* WHAT TO WORK ON
Copy every line that holds the string "labels" from the data below.

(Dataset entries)
──────────────────────────────

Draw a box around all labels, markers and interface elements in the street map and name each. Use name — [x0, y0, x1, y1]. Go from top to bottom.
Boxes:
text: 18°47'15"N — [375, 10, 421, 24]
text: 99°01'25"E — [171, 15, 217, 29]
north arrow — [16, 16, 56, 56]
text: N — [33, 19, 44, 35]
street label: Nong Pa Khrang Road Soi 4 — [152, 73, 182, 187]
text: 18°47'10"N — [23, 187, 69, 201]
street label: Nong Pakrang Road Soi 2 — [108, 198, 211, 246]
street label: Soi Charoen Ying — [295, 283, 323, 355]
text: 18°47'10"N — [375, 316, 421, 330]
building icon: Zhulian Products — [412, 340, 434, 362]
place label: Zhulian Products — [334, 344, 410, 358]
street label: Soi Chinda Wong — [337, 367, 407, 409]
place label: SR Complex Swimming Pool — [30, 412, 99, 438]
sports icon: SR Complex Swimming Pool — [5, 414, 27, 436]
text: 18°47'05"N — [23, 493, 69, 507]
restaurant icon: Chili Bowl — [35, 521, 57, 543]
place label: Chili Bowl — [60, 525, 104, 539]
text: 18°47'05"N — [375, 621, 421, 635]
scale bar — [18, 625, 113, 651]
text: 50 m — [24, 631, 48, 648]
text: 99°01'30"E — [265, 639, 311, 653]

──────────────────────────────

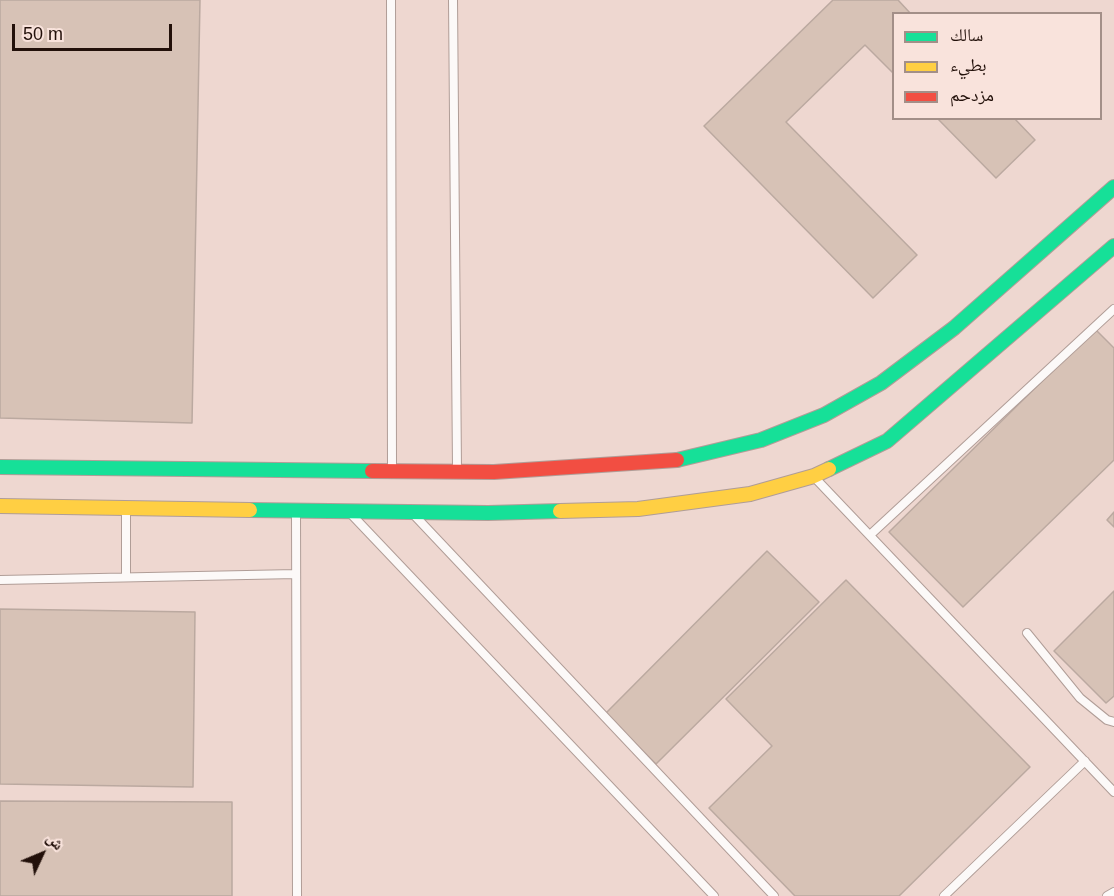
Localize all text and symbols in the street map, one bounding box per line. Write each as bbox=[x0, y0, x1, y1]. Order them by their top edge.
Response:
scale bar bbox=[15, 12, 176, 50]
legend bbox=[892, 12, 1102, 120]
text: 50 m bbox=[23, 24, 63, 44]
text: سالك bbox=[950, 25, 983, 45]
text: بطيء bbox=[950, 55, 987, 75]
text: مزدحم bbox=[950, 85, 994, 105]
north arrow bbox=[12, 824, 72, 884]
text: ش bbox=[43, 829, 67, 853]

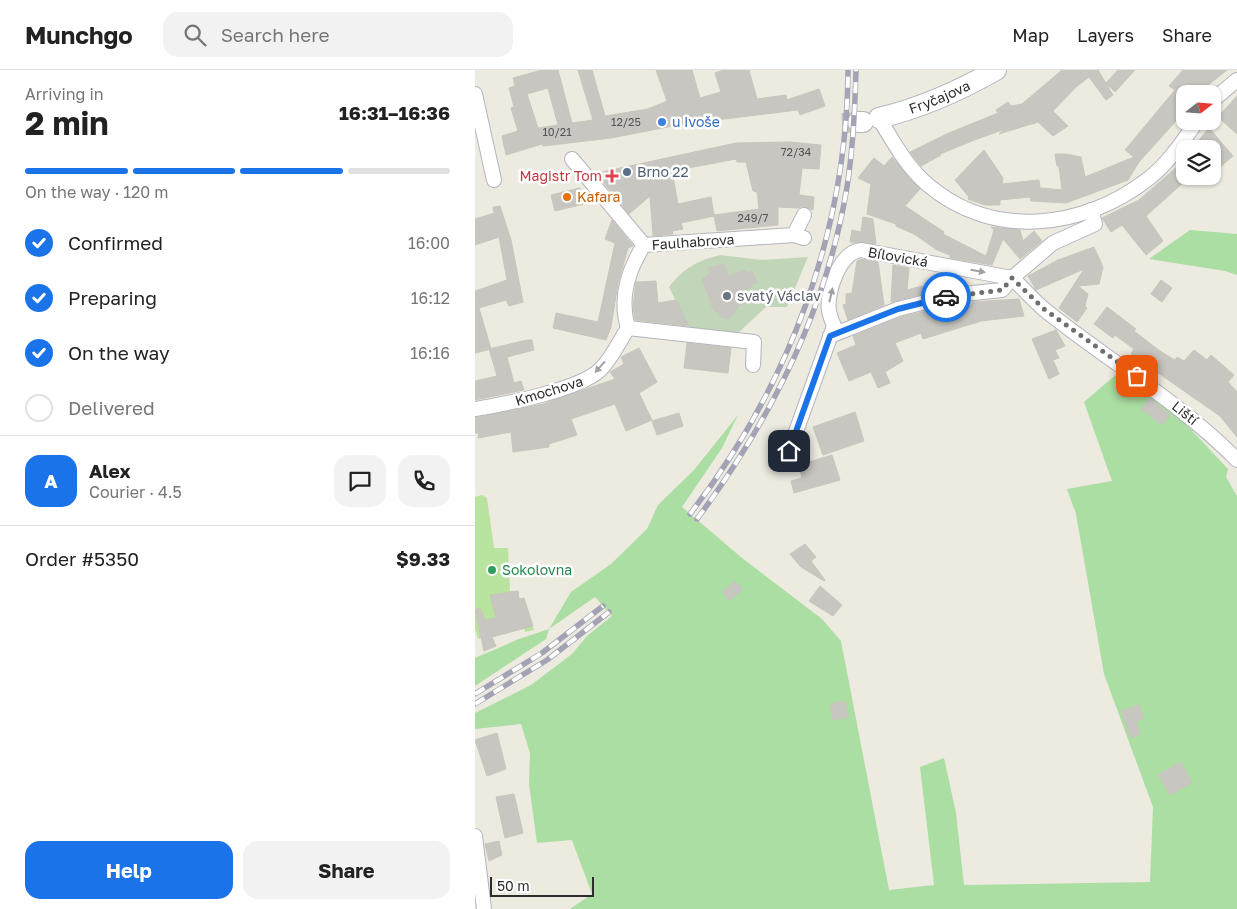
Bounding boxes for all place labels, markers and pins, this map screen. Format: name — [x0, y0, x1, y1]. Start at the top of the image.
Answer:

──────────────────────────────

* EXERCISE ANSWER
Draw a box around all labels, markers and interface elements in the street map and name each. Use name — [x0, y0, x1, y1]. Go from top to bottom.
Bounding boxes for all place labels, markers and pins, this map screen. Format: name — [x0, y0, x1, y1]. Start at the top of the image.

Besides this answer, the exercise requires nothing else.